Saved entries:
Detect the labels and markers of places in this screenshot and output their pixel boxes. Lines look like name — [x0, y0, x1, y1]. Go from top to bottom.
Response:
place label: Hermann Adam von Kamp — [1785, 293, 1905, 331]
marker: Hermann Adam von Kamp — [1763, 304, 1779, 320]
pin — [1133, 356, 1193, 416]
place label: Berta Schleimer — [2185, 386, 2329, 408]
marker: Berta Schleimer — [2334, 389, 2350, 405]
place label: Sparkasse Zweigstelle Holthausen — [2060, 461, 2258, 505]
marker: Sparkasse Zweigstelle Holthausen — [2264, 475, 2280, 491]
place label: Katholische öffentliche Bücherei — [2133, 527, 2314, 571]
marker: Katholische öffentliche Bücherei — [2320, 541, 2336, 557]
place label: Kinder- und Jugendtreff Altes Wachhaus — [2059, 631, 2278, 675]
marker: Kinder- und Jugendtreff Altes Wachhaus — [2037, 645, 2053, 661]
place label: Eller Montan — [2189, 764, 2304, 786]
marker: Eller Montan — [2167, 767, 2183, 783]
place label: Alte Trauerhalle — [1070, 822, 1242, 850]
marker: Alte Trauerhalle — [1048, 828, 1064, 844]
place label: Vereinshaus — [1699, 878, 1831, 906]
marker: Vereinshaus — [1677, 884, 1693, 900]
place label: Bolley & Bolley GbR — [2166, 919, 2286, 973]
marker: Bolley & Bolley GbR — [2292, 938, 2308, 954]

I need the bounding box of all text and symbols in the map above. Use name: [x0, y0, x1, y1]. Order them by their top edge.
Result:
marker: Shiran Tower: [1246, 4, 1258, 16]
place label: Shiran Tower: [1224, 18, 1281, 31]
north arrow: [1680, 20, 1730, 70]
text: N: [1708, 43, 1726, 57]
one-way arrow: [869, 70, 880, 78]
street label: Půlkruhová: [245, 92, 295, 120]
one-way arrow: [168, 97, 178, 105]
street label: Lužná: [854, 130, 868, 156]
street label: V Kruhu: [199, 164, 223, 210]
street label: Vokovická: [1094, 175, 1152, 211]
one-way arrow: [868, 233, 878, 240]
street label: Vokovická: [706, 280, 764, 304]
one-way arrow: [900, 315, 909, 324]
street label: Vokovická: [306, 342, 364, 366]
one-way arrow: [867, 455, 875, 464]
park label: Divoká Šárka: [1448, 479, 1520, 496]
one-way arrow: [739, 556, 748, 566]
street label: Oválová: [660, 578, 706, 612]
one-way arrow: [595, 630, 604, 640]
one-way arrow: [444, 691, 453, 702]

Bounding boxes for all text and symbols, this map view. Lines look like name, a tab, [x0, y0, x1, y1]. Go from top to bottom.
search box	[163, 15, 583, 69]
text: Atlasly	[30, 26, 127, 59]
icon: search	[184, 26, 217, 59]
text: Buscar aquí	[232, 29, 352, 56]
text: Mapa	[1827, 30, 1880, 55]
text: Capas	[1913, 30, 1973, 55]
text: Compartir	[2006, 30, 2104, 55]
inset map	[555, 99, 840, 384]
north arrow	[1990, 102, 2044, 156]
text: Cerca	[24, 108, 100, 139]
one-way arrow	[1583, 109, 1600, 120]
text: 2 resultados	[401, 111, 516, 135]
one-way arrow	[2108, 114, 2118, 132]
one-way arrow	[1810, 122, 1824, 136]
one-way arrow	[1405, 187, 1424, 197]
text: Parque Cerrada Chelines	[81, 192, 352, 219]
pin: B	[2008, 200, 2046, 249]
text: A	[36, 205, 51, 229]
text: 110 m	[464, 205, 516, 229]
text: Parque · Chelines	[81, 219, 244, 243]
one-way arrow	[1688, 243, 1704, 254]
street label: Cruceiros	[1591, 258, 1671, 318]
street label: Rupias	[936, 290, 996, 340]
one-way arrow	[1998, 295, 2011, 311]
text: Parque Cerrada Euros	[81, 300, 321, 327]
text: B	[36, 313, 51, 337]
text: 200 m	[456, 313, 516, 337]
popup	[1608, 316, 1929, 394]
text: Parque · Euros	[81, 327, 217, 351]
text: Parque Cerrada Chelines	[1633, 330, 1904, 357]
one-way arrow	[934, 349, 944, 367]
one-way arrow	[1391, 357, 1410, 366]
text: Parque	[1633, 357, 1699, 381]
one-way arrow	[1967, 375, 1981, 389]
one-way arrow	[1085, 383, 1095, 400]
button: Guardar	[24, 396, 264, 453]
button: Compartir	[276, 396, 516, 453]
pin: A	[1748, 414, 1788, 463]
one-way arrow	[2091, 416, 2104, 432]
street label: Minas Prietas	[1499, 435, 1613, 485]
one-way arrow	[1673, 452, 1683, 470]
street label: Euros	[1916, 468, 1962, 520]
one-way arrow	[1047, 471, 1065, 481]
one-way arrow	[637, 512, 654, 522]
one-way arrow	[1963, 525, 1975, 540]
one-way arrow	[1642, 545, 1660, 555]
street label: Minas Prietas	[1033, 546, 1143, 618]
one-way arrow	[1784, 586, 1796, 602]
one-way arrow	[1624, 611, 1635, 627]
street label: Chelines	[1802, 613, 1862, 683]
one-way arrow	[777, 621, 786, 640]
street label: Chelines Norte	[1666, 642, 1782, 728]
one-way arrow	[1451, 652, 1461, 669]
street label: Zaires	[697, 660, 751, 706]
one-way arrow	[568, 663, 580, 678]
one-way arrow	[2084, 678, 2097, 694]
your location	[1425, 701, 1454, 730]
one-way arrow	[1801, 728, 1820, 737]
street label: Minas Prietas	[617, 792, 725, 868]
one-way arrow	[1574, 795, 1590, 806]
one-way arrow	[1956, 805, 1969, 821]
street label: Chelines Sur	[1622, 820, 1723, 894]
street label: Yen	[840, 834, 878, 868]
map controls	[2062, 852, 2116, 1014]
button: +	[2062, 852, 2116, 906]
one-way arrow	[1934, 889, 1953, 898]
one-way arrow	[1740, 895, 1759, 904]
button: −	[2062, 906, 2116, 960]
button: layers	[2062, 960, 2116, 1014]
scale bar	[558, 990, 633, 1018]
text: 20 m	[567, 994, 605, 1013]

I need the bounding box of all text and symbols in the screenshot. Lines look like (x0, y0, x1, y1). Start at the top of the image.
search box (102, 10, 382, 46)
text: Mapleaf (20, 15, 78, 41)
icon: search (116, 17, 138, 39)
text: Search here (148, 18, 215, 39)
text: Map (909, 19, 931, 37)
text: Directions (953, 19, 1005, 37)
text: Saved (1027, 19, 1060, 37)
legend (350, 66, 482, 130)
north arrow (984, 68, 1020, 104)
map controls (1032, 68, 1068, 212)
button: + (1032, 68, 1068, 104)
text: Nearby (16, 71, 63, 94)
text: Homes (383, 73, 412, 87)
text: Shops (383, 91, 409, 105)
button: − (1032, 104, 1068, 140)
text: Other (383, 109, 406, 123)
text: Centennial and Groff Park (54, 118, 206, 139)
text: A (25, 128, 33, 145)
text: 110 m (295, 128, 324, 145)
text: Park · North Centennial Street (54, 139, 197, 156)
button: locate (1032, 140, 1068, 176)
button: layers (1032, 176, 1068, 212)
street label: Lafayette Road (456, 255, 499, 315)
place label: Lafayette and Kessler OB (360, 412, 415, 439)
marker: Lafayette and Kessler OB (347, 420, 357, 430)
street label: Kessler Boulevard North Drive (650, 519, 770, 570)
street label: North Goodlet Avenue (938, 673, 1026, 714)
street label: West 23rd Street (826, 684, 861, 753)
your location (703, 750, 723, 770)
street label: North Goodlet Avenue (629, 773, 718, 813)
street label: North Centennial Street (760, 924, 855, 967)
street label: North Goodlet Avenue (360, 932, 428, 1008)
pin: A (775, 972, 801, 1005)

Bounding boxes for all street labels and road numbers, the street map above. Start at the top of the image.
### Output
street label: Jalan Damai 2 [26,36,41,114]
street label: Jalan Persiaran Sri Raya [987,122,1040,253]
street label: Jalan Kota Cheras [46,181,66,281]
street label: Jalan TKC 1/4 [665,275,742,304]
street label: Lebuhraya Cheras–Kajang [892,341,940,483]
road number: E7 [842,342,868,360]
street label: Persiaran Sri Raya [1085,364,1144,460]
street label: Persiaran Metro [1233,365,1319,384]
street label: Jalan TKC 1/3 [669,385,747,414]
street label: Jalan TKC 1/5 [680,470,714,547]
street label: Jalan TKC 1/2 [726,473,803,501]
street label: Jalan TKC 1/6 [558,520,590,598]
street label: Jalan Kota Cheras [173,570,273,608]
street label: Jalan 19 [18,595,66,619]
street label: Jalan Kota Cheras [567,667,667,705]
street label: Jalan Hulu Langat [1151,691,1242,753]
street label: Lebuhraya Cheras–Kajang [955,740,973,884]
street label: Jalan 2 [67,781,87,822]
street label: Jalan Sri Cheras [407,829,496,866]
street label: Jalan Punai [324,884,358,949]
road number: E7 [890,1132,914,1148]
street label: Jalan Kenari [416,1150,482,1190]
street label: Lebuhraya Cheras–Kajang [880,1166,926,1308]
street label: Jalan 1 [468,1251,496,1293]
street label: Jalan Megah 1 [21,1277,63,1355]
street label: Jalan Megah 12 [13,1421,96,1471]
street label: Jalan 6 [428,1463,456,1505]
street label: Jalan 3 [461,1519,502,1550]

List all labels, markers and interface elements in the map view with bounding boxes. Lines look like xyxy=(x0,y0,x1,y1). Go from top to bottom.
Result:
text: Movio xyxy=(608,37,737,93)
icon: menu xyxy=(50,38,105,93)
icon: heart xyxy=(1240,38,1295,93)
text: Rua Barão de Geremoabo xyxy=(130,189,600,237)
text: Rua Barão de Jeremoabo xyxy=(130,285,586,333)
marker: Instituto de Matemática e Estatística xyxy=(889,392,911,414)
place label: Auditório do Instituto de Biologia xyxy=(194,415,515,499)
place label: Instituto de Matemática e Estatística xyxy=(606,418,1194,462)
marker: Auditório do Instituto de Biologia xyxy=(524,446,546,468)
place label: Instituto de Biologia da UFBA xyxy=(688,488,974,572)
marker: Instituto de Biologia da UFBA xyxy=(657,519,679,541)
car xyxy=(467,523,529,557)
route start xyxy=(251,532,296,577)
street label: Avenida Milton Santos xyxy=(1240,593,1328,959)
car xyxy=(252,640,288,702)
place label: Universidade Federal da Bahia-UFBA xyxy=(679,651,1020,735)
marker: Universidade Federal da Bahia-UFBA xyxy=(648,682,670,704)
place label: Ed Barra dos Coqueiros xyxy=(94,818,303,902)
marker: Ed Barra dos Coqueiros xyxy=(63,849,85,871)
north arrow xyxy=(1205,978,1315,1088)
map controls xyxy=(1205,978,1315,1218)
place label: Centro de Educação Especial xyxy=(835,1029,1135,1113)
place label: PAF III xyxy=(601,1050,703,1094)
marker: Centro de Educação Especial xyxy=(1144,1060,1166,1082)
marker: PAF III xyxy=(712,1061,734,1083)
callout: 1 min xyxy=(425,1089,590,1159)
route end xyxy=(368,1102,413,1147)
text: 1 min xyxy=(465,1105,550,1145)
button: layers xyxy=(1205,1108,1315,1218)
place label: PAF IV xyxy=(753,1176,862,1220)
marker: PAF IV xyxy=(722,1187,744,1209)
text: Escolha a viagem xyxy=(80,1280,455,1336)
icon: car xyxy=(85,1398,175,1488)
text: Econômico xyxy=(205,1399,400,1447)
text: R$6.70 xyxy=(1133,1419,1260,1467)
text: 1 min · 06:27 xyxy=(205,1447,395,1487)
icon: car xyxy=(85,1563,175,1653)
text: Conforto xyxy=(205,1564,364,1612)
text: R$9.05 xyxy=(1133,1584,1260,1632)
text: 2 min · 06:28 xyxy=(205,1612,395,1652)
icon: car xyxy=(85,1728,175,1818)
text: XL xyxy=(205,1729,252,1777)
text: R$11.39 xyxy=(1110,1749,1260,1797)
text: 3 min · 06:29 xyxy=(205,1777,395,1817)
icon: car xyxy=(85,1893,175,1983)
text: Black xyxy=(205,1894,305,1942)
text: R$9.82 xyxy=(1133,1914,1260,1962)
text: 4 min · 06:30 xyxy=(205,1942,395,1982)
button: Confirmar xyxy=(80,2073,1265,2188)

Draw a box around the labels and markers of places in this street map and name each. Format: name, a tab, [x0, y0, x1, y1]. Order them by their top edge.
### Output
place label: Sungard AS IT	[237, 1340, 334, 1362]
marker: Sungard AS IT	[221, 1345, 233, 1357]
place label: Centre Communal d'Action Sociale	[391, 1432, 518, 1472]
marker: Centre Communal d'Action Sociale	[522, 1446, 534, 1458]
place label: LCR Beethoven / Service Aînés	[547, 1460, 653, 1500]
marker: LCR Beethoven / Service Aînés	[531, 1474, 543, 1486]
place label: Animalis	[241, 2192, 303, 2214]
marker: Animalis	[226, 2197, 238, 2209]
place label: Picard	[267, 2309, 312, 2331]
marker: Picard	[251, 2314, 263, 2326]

* Task requirements *
From the records given above, copy all lines containing "Lafayette".

* Your solution *
street label: Lafayette Road (456, 255, 499, 315)
place label: Lafayette and Kessler OB (360, 412, 415, 439)
marker: Lafayette and Kessler OB (347, 420, 357, 430)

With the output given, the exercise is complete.